In the code block below, fill in the contents of the loop to solve and simulate each agent type for many periods. To do this, you should invoke the methods $\texttt{solve}$, $\texttt{initialize_sim}$, and $\texttt{simulate}$ in that order. Simulating for 1200 quarters (300 years) will approximate the long run distribution of wealth in the population.
for ThisType in tqdm(MyTypes):
ThisType.solve()
ThisType.initialize_sim()
ThisType.simulate()
Now that you have solved and simulated these consumers, make a plot that shows the relationship between your alternative values of $\rho$ and the mean level of assets
# To help you out, we have given you the command needed to construct a list of the levels of assets for all consumers
aLvl_all = np.concatenate([ThisType.state_now["aLvl"] for ThisType in MyTypes])
# You should take the mean of aLvl for each consumer in MyTypes, divide it by the mean across all simulations
# and then plot the ratio of the values of mean(aLvl) for each group against the value of $\rho$
Here, you should attempt to give an intiutive explanation of the results you see in the figure you just constructed
Your next exercise is to show how the distribution of wealth differs for the different parameter values
from HARK.utilities import get_lorenz_shares, get_percentiles
# Finish filling in this function to calculate the Euclidean distance between the simulated and actual Lorenz curves.
def calcLorenzDistance(SomeTypes):
'''
Calculates the Euclidean distance between the simulated and actual (from SCF data) Lorenz curves at the
20th, 40th, 60th, and 80th percentiles.
Parameters
----------
SomeTypes : [AgentType]
List of AgentTypes that have been solved and simulated. Current levels of individual assets should
be stored in the attribute aLvl.
Returns
-------
lorenz_distance : float
Euclidean distance (square root of sum of squared differences) between simulated and actual Lorenz curves.
'''
# Define empirical Lorenz curve points
lorenz_SCF = np.array([-0.00183091, 0.0104425 , 0.0552605 , 0.1751907 ])
# Extract asset holdings from all consumer types
aLvl_sim = np.concatenate([ThisType.aLvl for ThisType in MyTypes])
# Calculate simulated Lorenz curve points
lorenz_sim = get_lorenz_shares(aLvl_sim,percentiles=[0.2,0.4,0.6,0.8])
# Calculate the Euclidean distance between the simulated and actual Lorenz curves
lorenz_distance = np.sqrt(np.sum((lorenz_SCF - lorenz_sim)**2))
# Return the Lorenz distance
return lorenz_distance
Now let's look at the aggregate MPC. In the code block below, write a function that produces text output of the following form:
$\texttt{The 35th percentile of the MPC is 0.15623}$
Your function should take two inputs: a list of types of consumers and an array of percentiles (numbers between 0 and 1). It should return no outputs, merely print to screen one line of text for each requested percentile. The model is calibrated at a quarterly frequency, but Carroll et al report MPCs at an annual frequency. To convert, use the formula:
$\kappa_{Y} \approx 1.0 - (1.0 - \kappa_{Q})^4$
# Write a function to tell us about the distribution of the MPC in this code block, then test it!

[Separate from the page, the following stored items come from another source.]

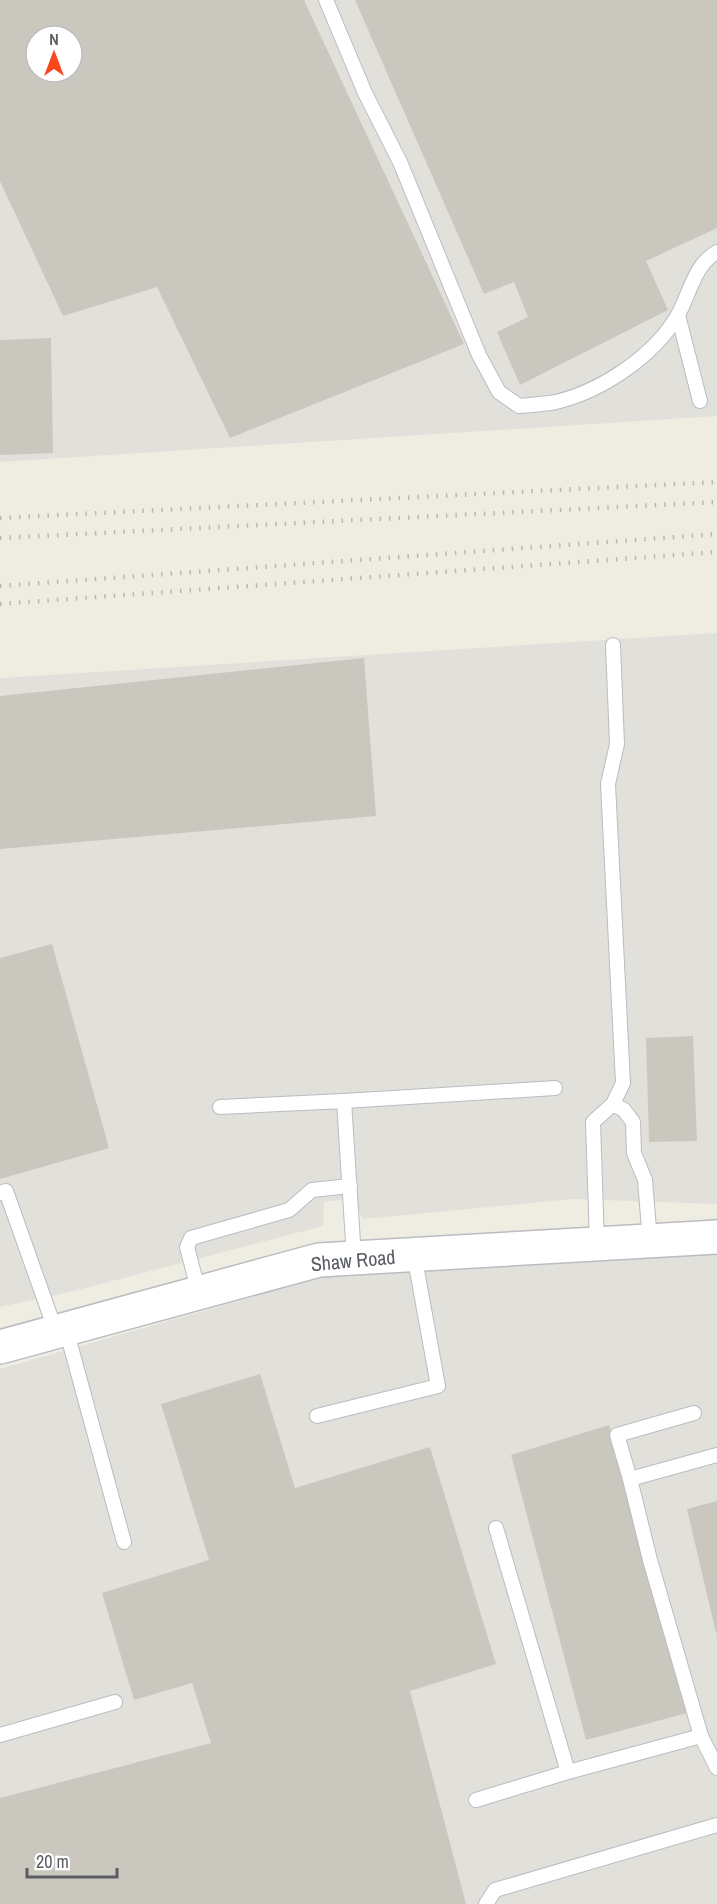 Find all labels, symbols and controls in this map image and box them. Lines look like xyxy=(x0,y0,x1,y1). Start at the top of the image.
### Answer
north arrow xyxy=(24,24,84,84)
text: N xyxy=(49,28,59,50)
street label: Shaw Road xyxy=(310,1243,396,1277)
scale bar xyxy=(27,1841,117,1879)
text: 20 m xyxy=(36,1849,69,1874) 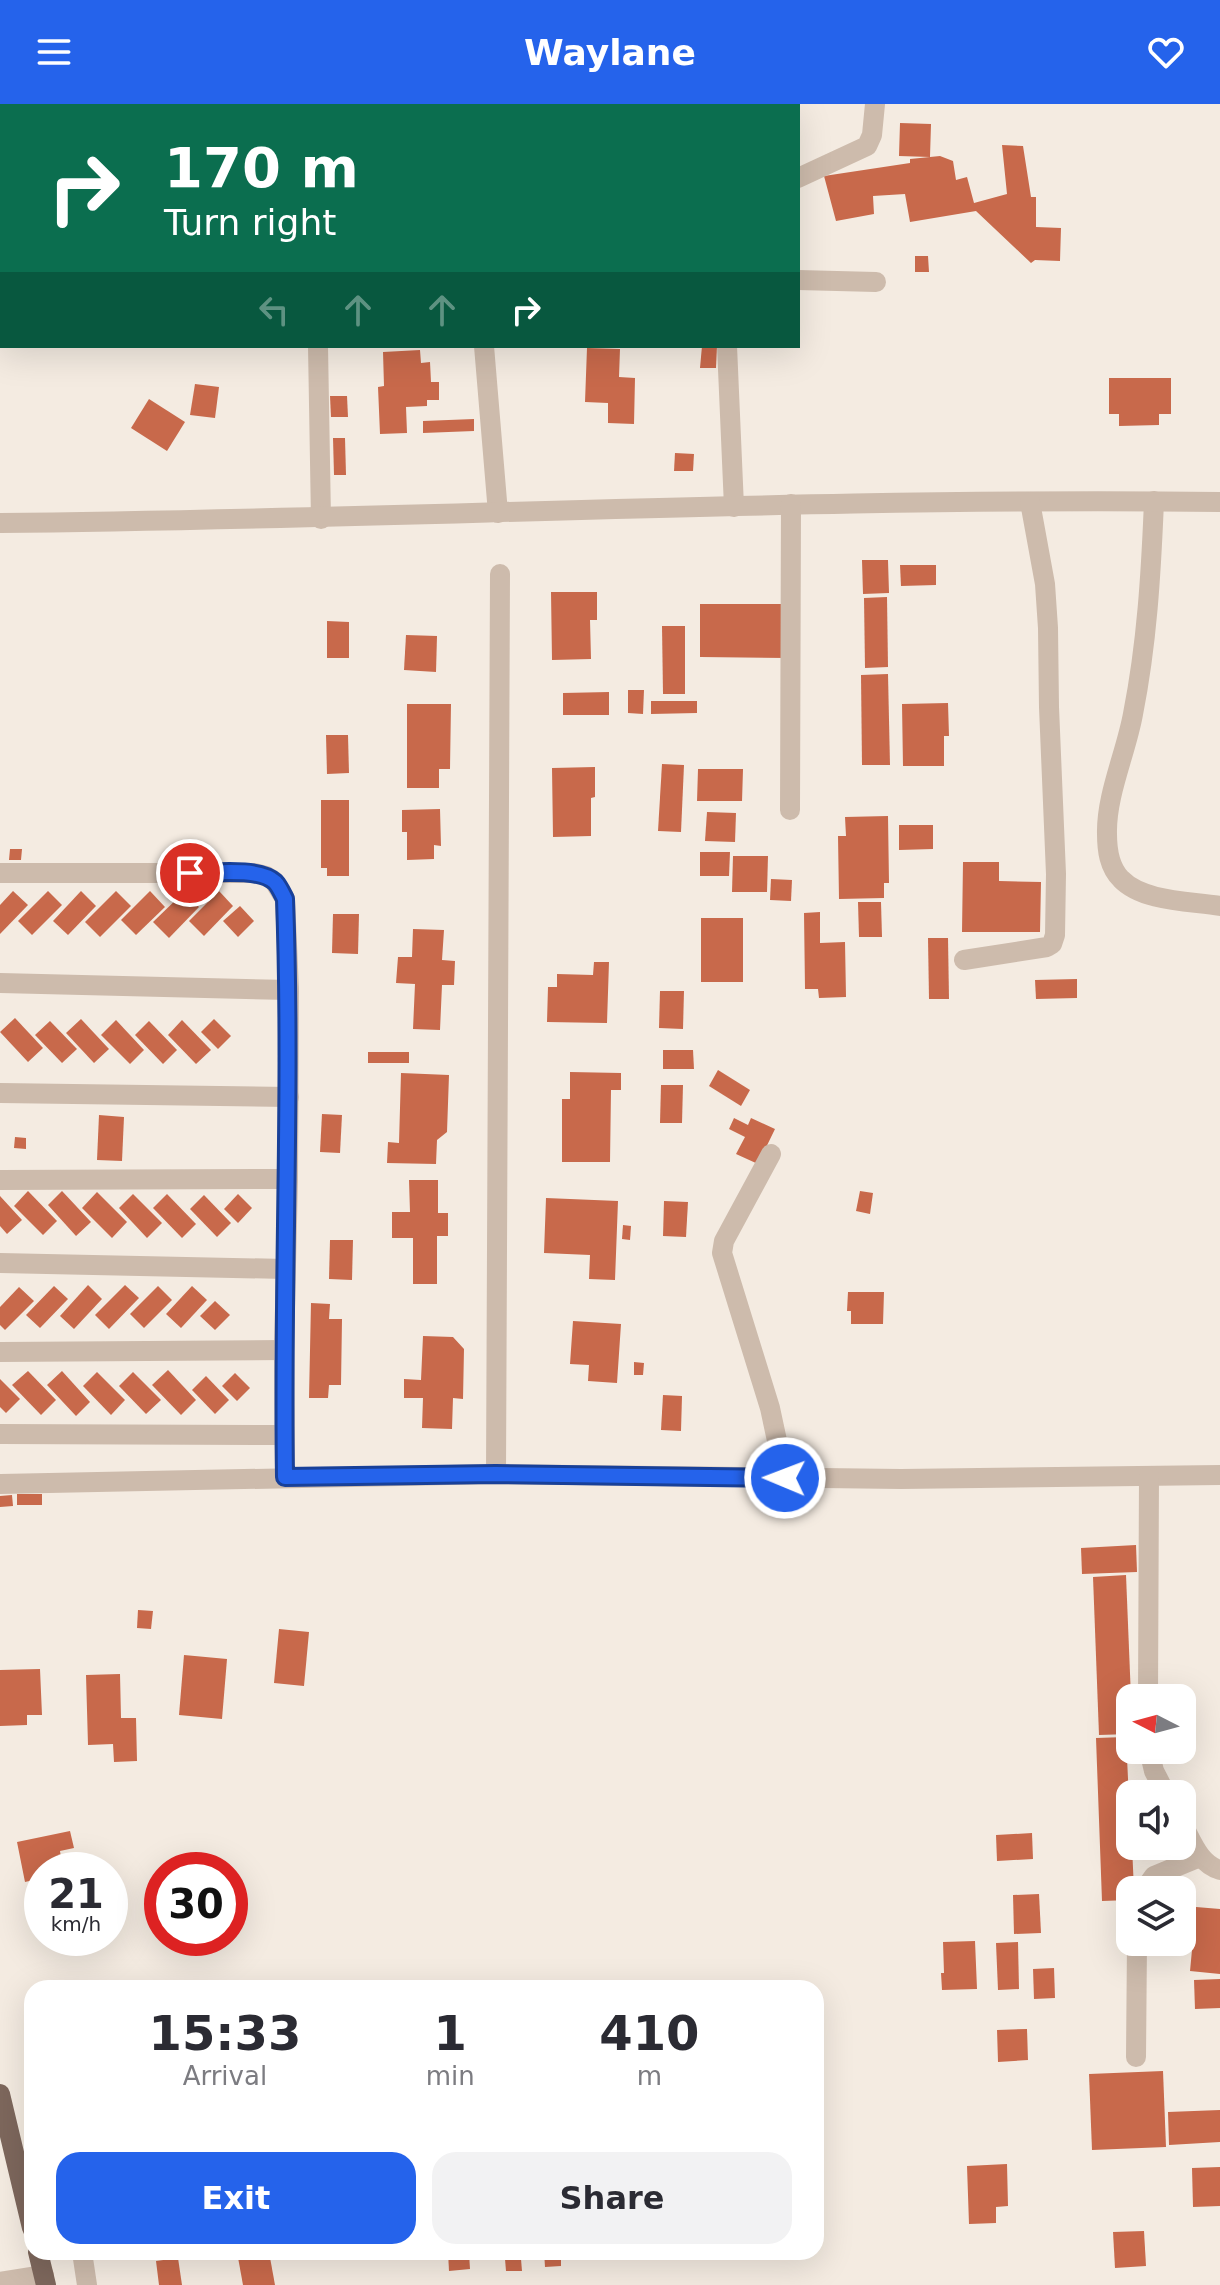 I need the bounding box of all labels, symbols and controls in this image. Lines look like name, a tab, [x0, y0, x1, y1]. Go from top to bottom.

# You will almost surely find it useful to use a for loop in this function.
def describeMPCdstn(SomeTypes,percentiles):
MPC_sim = np.concatenate([ThisType.MPCnow for ThisType in SomeTypes])
MPCpercentiles_quarterly = get_percentiles(MPC_sim,percentiles=percentiles)
MPCpercentiles_annual = 1.0 - (1.0 - MPCpercentiles_quarterly)**4
for j in range(len(percentiles)):
print('The ' + str(100*percentiles[j]) + 'th percentile of the MPC is ' + str(MPCpercentiles_annual[j]))
describeMPCdstn(MyTypes,np.linspace(0.05,0.95,19))
If you have finished the above exercises quickly and have more time to spend on this assignment, for extra credit you can do the same exercise where, instead of exploring the consequences of alternative values of relative risk aversion $\rho$, you should test the consequences of different values of the growth factor $\Gamma$ that lead to the same $\check{m}$.